October 6, 2013

Bodily Fluids Have Nothing on Meditation: One Mother’s Practice Reignited. ~ Licia Morelli


photo: flickr/Ryan Oelke

In exactly 12 days I turn 35.

In my 35 years I have accomplished some things, failed at others, attended a Buddhist Liberal Arts University in Boulder, Colorado, practiced meditation, got married, had two kids and moved to Maine.

In this time I have tried to maintain a steady practice of mindfulness and meditation. Some years have been slim; some have been steady and some non-existent. Overall, I have learned that parenting brings a whole new meaning to how my meditation practice looks in my day.

It is a little different but does the trick just the same.
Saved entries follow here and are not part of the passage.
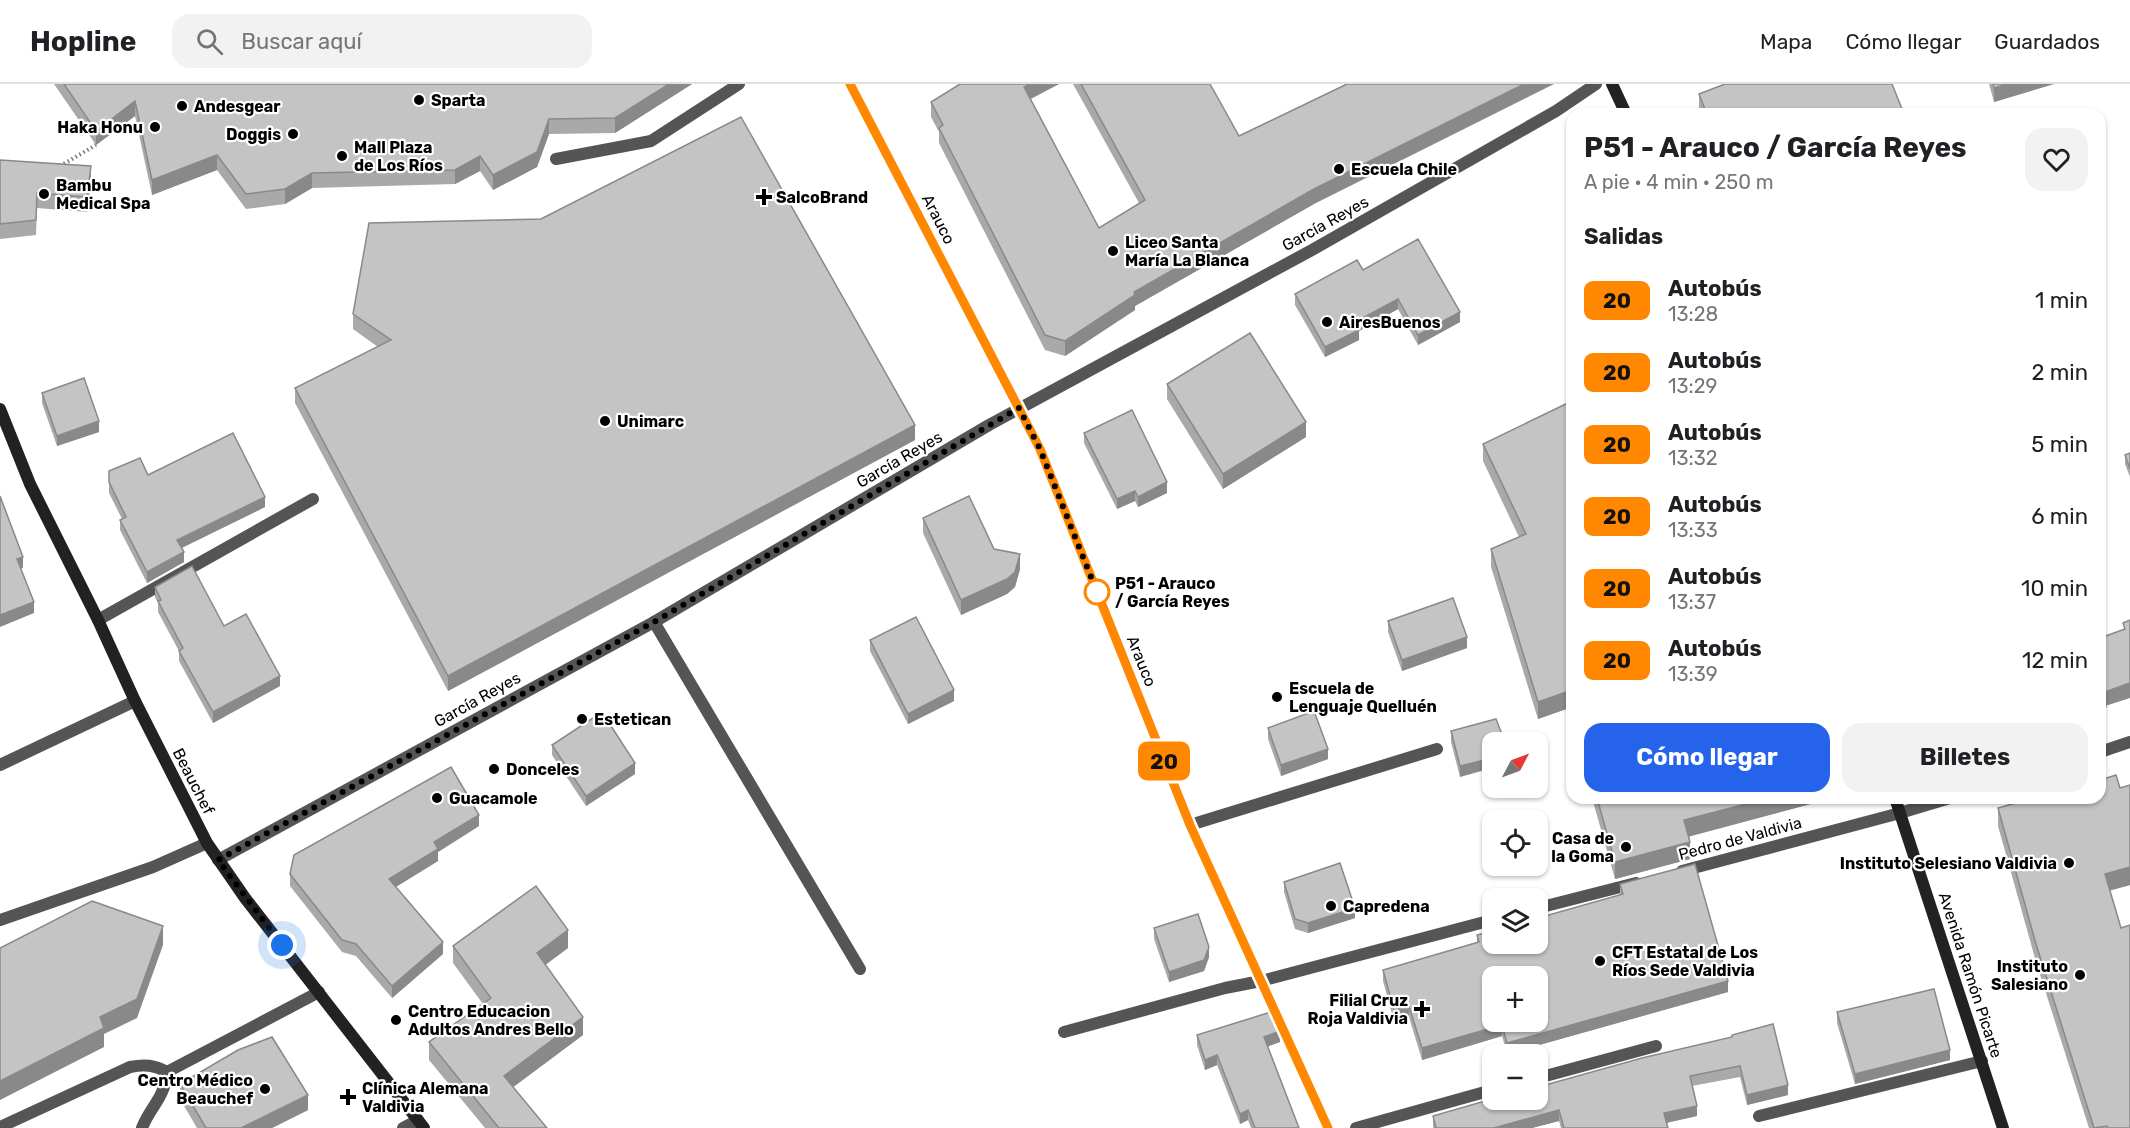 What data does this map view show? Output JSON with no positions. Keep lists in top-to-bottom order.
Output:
{
  "streets": {
    "main road": ["Beauchef", "Avenida Ramón Picarte"],
    "street": ["Arauco", "García Reyes", "Pedro de Valdivia"]
  },
  "crossings": [
    ["Arauco", "García Reyes"],
    ["García Reyes", "Beauchef"],
    ["Pedro de Valdivia", "Avenida Ramón Picarte"]
  ],
  "places": {
    "other": [
      "Sparta",
      "Andesgear",
      "Haka Honu",
      "Doggis",
      "Mall Plaza de Los Ríos",
      "Escuela Chile",
      "Bambu Medical Spa",
      "Liceo Santa María La Blanca",
      "AiresBuenos",
      "Unimarc",
      "P51 - Arauco / García Reyes",
      "Escuela de Lenguaje Quelluén",
      "Estetican",
      "Donceles",
      "Guacamole",
      "Casa de la Goma",
      "Instituto Selesiano Valdivia",
      "Capredena",
      "CFT Estatal de Los Ríos Sede Valdivia",
      "Instituto Salesiano",
      "Centro Educacion Adultos Andres Bello",
      "Centro Médico Beauchef"
    ],
    "health": ["SalcoBrand", "Filial Cruz Roja Valdivia", "Clínica Alemana Valdivia"]
  },
  "lines": ["bus line 20"],
  "north": "top right",
  "page": {
    "header": "Hopline",
    "search": "Buscar aquí",
    "nav": ["Mapa", "Cómo llegar", "Guardados"],
    "on_map": "20",
    "heading": [
      ["P51 - Arauco / García Reyes", "A pie · 4 min · 250 m"],
      "Salidas"
    ],
    "list": [
      {
        "mark": "20",
        "name": "Autobús",
        "note": "13:28",
        "value": "1 min"
      },
      {
        "mark": "20",
        "name": "Autobús",
        "note": "13:29",
        "value": "2 min"
      },
      {
        "mark": "20",
        "name": "Autobús",
        "note": "13:32",
        "value": "5 min"
      },
      {
        "mark": "20",
        "name": "Autobús",
        "note": "13:33",
        "value": "6 min"
      },
      {
        "mark": "20",
        "name": "Autobús",
        "note": "13:37",
        "value": "10 min"
      },
      {
        "mark": "20",
        "name": "Autobús",
        "note": "13:39",
        "value": "12 min"
      }
    ],
    "buttons": ["Cómo llegar", "Billetes"],
    "map_buttons": ["+", "−"]
  }
}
I had once lived in a world of smug self assurance believing that I could do anything. A sort of sense that no matter what life threw at me I could always go back to my breath (and my meditation cushion) and all would be right again.
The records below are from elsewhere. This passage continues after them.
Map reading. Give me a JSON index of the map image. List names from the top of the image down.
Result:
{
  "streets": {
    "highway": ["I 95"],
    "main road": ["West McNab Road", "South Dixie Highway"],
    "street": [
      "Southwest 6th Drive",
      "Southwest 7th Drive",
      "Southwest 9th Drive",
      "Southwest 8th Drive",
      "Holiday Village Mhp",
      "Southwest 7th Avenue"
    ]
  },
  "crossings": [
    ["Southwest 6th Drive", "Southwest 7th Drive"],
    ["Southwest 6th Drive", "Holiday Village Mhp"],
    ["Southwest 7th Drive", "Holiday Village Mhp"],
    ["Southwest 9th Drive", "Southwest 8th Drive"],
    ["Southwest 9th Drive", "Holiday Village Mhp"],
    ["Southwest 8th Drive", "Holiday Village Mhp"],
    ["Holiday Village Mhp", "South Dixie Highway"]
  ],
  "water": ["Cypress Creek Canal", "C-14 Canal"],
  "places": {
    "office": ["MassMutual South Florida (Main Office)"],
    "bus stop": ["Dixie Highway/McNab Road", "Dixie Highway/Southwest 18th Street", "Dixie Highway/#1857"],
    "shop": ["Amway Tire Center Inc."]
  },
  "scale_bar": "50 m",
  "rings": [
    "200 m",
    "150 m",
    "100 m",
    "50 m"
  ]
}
Little did I know that the challenges of parenthood would rock my practice to its core. I suddenly noticed that meditation started occurring in the strangest of places. Scenarios in which I would never had pictured myselfpre-children suddenly became commonplace.

I understood that while sitting on my meditation cushion was a fantastic way of practicing, even better were the humbling experiences to which only my children could bring me.

Stomach Flu Hits in the Local TJMaxx.

It was a rainy day and so I thought what better way to spend the morning with the two year old than going to shop for some new shoes and browse around the wares at the local store. As the neon lights buzzed overhead, carts rolled by and Richard Marx played in the background, my son began to grow a look on his face that was somewhat familiar but that I could not quite place.

As he sat (seemingly) happily in the cart, I bent down to make a cutesy face when it hit.

First the heaves, then the bile.

I automatically reached out my arms to catch the offense. It was as though time stopped. I could feel the eyes of the other patrons looking at me wondering what the ruckus (and smell) was all about. It was all I could do to stay calm.

Then suddenly as quickly as it started there was silence.

I stood there dripping and unsure of what to do next for what felt like an eternity. I continued focusing on the in and out of my breath.

As my anxiety levels spiked I let the thoughts go.

In and out. In and out.

It was the only thing keeping me in my proverbial seat.

In the end, a kind employee came in to save the day with paper towels and a mop, reassuring me that this “happens all the time.”

It was in this moment that my understanding of how I could incorporate a meditation and mindfulness practice in my life shifted and evolved. I no longer could use the excuses of “I don’t have the time” or “It is such a luxury to take 15 minutes and sit.”

Meditation is right there in front of me, everyday—when the kids are crying or whining or just plain miserable, when they are happy and laughing and imagining a wild world through play.

Watching them and staying present while focusing on the in and out of breath as we move through this wild life keeps me here practicing everyday right where I want to be—alongside them.

Even if there are heaves and bile.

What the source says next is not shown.